Et quelle fin ! J'en suis restée le souffle coupé ! Impressionnant ! 

A lire absolument !

lundi 22 janvier 2018

Couleurs de l'incendie de Pierre Lemaître


Éditions Albin Michel
★★★★★ (J'ai adoré +++)

Comment exprimer le plaisir que j'ai eu à lire ce roman ? Je n'avais qu'une hâte : que la journée passe pour pouvoir retrouver le plus vite possible tous les personnages incroyables, si merveilleusement bien campés et souvent si attachants - ah, Vladi la Polonaise..., immense coup de coeur aussi pour Robert qui m'a fait tellement rire! Quel soin d'ailleurs accordé aux personnages secondaires ! Quand j'y pense, qu'est-ce qu'on s'est fait suer (pour rester polie) avec le Nouveau Roman et de quels plaisirs on s'est privé ! Quel fabuleux conteur que ce Pierre Lemaître, quel « fabricant d'émotions » comme il se définit lui-même !
Là, c'est un pur bonheur de lecture, une vraie jubilation : la langue est vive et pleine d'esprit (quel art de la formule!), les rebondissements nombreux (quel rythme - aucun temps mort!), les dialogues cocasses ! Qu'est-ce que j'ai ri, surtout dans la seconde partie! Quelle maîtrise dans l'art du récit ! Certains critiques parlent de Dumas, de Balzac : je suis tout à fait d'accord, et j'ajouterai même une petite ironie flaubertienne bien piquante et bien mordante qui m'a ravie. Un vrai roman tragi-comique !
La scène augurale est magistrale : en quelques pages vous êtes complètement embarqué !
Que je vous parle un peu du sujet (j'en dirai le moins possible, c'est promis, pour ne pas « spoiler » votre lecture!) Ah, une autre chose que j'ai oublié de vous préciser : je n'ai pas lu Au revoir là-haut (première partie de ce qui formera finalement une trilogie).

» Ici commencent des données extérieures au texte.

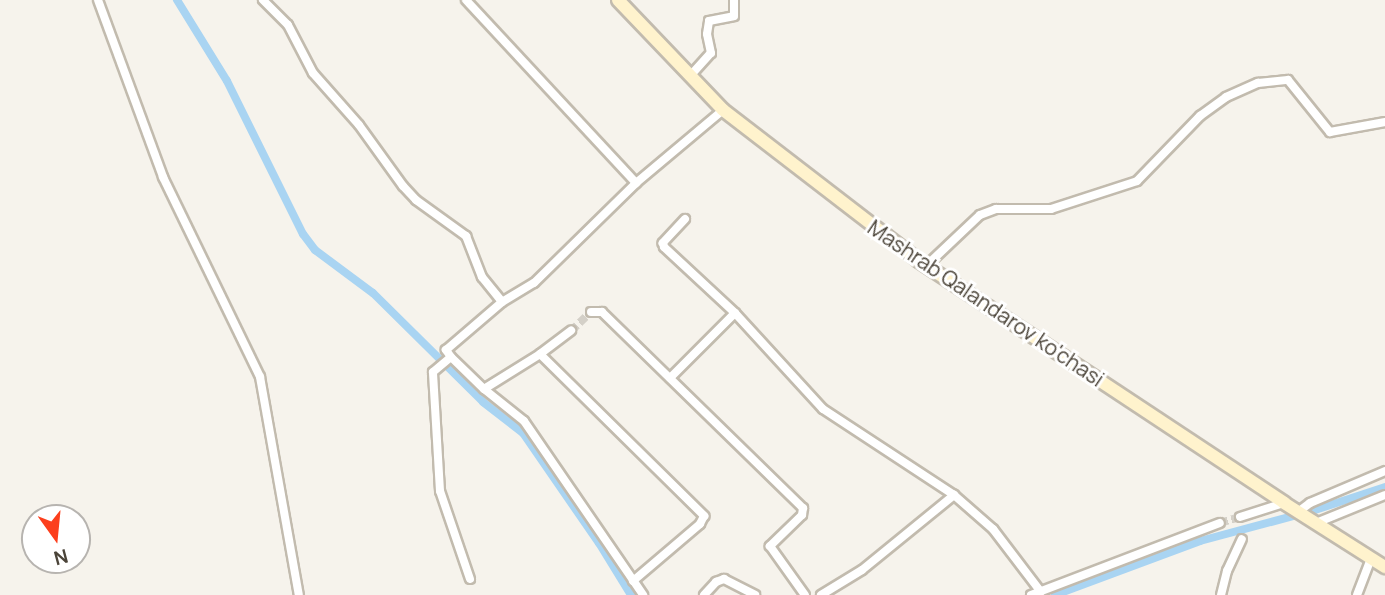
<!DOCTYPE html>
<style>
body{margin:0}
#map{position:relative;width:1385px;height:595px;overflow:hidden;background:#f6f3ec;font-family:Manrope,sans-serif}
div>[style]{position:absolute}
.canal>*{height:8px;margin:-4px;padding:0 4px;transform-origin:4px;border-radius:4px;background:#a9d4f2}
.street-tunnel>*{height:8px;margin-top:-4px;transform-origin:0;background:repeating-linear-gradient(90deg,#d4d0c8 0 8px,transparent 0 12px)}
.roads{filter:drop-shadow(2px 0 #c2bbae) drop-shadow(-2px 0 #c2bbae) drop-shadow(0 2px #c2bbae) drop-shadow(0 -2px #c2bbae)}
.street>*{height:8px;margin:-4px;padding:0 4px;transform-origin:4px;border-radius:4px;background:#fff}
.secondary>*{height:12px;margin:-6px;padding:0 6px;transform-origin:6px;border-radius:6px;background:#fff3cd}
span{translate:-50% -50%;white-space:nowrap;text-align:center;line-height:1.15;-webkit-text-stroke:6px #fff;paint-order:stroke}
.street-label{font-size:21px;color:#4b4439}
.north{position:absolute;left:21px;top:504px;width:70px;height:70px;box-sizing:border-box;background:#fff;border:2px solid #b7b4b0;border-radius:50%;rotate:165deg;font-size:19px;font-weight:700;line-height:28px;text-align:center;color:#4b4439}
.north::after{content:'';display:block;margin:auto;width:24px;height:32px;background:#fc3f1d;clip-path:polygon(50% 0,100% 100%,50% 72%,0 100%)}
</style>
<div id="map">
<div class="canal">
<div style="left:177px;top:0;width:95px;rotate:58.3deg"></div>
<div style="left:227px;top:81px;width:171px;rotate:63.6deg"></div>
<div style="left:303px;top:234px;width:20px;rotate:53deg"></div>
<div style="left:315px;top:250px;width:72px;rotate:36.6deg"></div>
<div style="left:373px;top:293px;width:155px;rotate:44.7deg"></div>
<div style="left:483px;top:402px;width:51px;rotate:37.8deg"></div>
<div style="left:523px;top:433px;width:134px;rotate:55.4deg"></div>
<div style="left:599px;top:543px;width:61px;rotate:58.4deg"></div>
<div style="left:1055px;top:595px;width:155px;rotate:-20.4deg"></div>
<div style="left:1200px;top:541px;width:116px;rotate:-15deg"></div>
<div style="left:1312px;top:511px;width:77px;rotate:-18.2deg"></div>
</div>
<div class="street-tunnel">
<div style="left:571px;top:331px;width:28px;rotate:-44deg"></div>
<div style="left:1220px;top:523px;width:21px;rotate:-17deg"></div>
</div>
<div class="roads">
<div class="street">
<div style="left:98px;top:0;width:189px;rotate:69.8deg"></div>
<div style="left:163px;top:177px;width:222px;rotate:64.1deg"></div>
<div style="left:260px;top:377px;width:221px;rotate:79.9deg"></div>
<div style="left:263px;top:0;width:35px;rotate:45deg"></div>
<div style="left:288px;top:25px;width:54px;rotate:62.5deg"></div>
<div style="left:313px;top:73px;width:69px;rotate:48.5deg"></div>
<div style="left:359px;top:125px;width:75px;rotate:54.2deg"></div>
<div style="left:403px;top:186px;width:19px;rotate:47deg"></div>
<div style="left:416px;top:200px;width:62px;rotate:35.8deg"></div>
<div style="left:466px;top:236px;width:44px;rotate:68.7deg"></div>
<div style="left:482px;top:277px;width:32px;rotate:51deg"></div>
<div style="left:466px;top:0;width:250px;rotate:47.1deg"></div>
<div style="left:690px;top:76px;width:31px;rotate:-48deg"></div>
<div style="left:711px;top:53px;width:19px;rotate:-102deg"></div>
<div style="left:707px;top:34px;width:13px;rotate:-81deg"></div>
<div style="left:709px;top:21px;width:25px;rotate:-11deg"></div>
<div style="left:734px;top:16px;width:16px;rotate:-90deg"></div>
<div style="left:685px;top:219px;width:33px;rotate:133deg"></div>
<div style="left:663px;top:243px;width:4px;rotate:76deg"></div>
<div style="left:664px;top:247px;width:97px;rotate:42.9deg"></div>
<div style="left:735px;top:313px;width:130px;rotate:47.5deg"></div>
<div style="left:823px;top:409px;width:157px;rotate:33.3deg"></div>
<div style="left:954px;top:495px;width:52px;rotate:41.1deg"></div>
<div style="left:993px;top:529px;width:79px;rotate:52.7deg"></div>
<div style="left:926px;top:266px;width:74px;rotate:-43.4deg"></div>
<div style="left:980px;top:215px;width:17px;rotate:-21deg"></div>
<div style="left:996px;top:209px;width:55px"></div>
<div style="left:1051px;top:209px;width:90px;rotate:-18deg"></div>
<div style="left:1137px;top:181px;width:91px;rotate:-45.9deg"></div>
<div style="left:1200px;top:116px;width:32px;rotate:-36deg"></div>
<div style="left:1226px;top:97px;width:35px;rotate:-24deg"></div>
<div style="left:1258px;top:83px;width:30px;rotate:-6deg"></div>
<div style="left:1288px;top:80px;width:67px;rotate:51.1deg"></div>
<div style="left:1330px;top:132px;width:56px;rotate:-10.3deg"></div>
<div style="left:591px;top:312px;width:11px"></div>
<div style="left:602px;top:312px;width:281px;rotate:44.3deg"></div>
<div style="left:803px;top:508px;width:7px;rotate:98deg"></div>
<div style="left:802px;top:515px;width:45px;rotate:135.9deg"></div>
<div style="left:770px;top:546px;width:60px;rotate:54.5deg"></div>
<div style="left:540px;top:354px;width:231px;rotate:44.6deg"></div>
<div style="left:704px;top:516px;width:9px;rotate:117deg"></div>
<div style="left:700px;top:524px;width:88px;rotate:139.6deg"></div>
<div style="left:451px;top:357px;width:9px;rotate:-126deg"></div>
<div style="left:446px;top:350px;width:74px;rotate:-40.6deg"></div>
<div style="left:502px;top:302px;width:37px;rotate:-31deg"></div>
<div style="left:534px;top:283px;width:143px;rotate:-44.4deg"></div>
<div style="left:636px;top:183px;width:114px;rotate:-40deg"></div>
<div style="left:670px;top:378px;width:92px;rotate:-45deg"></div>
<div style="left:484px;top:389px;width:66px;rotate:-32deg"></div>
<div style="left:540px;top:354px;width:39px;rotate:-37deg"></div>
<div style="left:1298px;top:512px;width:15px;rotate:-37deg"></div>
<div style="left:1310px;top:503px;width:82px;rotate:-23.1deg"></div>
<div style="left:1240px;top:517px;width:46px;rotate:-17.7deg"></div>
<div style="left:1316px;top:523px;width:74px;rotate:-22.1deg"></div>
<div style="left:470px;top:579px;width:93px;rotate:-108.8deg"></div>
<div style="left:440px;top:491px;width:119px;rotate:-93.4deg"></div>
<div style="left:433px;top:372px;width:23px;rotate:-40deg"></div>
<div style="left:451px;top:357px;width:46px;rotate:44.1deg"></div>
<div style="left:484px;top:389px;width:51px;rotate:38.7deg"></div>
<div style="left:524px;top:421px;width:211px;rotate:55.6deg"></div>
<div style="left:704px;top:595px;width:18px;rotate:-47deg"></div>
<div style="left:716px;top:582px;width:9px;rotate:-21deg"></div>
<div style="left:724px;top:579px;width:35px;rotate:27deg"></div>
<div style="left:821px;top:595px;width:48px;rotate:-31.4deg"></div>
<div style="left:862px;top:570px;width:119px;rotate:-39.2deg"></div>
<div style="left:1031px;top:595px;width:202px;rotate:-20.9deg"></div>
<div style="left:1221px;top:595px;width:25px;rotate:-76deg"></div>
<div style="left:1227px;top:571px;width:35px;rotate:-65deg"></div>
<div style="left:1357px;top:595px;width:40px;rotate:-69deg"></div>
</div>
<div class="secondary">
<div style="left:618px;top:0;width:152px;rotate:46.3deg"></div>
<div style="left:723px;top:110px;width:247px;rotate:37.6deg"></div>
<div style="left:919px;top:261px;width:438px;rotate:33.5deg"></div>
<div style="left:1284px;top:503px;width:120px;rotate:32.4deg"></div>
</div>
</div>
<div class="street-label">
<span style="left:986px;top:303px;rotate:34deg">Mashrab Qalandarov ko'chasi</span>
</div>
<div class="north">N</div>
</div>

Oui, je sais, je n'en reviens pas moi-même car ce titre (prix Goncourt 2013 - mais qu'est-ce que je faisais en 2013 pour être passée à côté ?) doit être aussi génial que le roman dont je vous parle. En tout cas, si vous n'avez pas lu le premier, aucun problème !
Donc, nous sommes à Paris en 1927 et nous assistons aux obsèques de Marcel Péricourt, riche banquier, « emblème de l'économie française » comme titraient les journaux de l'époque. Sa fille Madeleine, divorcée, mère d'un petit garçon, Paul, devient l'héritière d'une fortune colossale et d'un véritable empire bancaire, elle qui ne s'est jamais intéressée à ces choses réservées aux hommes (heureusement, les temps ont bien changé!) et qui est à peine en mesure de signer le moindre chèque ! Tout le gratin parisien est là, on attend même le Président de la République, c'est dire. Elle avait pensé épouser le fondé de pouvoir de la Banque Péricourt, un certain Gustave Joubert, un homme d'une cinquantaine d'années sérieux et économe mais elle y avait finalement renoncé. Bonne ou mauvaise décision, l'avenir le dira ... 
En attendant, tout ce petit monde se trouve dans la cour de l'hôtel particulier des Péricourt et l'on commence à s'impatienter d'autant que le froid se fait sentir. Mais il manque encore quelqu'un, celui qui doit se trouver en tête du cortège : le petit Paul. Mais où a-t-il bien pu se cacher ?
Stop, pas un mot de plus…
C'est une période étrange que vous découvrirez, celle de l'entre-deux-guerres : la crise de 29 arrive à grands pas, tous les coups bas semblent permis et touchent tous les secteurs : politique, économique, bancaire, journalistique, industriel…
Chacun semble prêt à faire preuve de la pire hypocrisie et des bassesses les plus méprisables : trahisons, lâchetés, mensonges, manigances, médiocrités en tous genres sont à l'honneur. Quels portrait nous livre Lemaître de l'humanité ! Quelle peinture effrayante et … si juste ! J'ai beaucoup aimé ce regard ironique qu'il porte sur les hommes (et les femmes, bien sûr). Que ne serait-on prêt à faire pour gagner plus, avoir une place en vue, se faire connaître ? Sur ce plan, je ne suis pas sûre que les choses aient beaucoup changé !
Ah la course à l'argent et au pouvoir ! D'ailleurs, certains sujets abordés comme celui de la fraude fiscale et de l'argent planqué en Suisse entrent en résonance avec notre époque et nous laissent penser que l'on n'est pas près de résoudre ces problèmes certainement immuables.
Là-dessus, se profile aussi le pire (à l'origine du titre) : la montée du fascisme et du nazisme, deux bêtes noires qui prennent racine et qui vont bientôt produire l'inimaginable.
Heureux ceux qui n'ont pas encore lu cet ouvrage ! Comme je vous envie !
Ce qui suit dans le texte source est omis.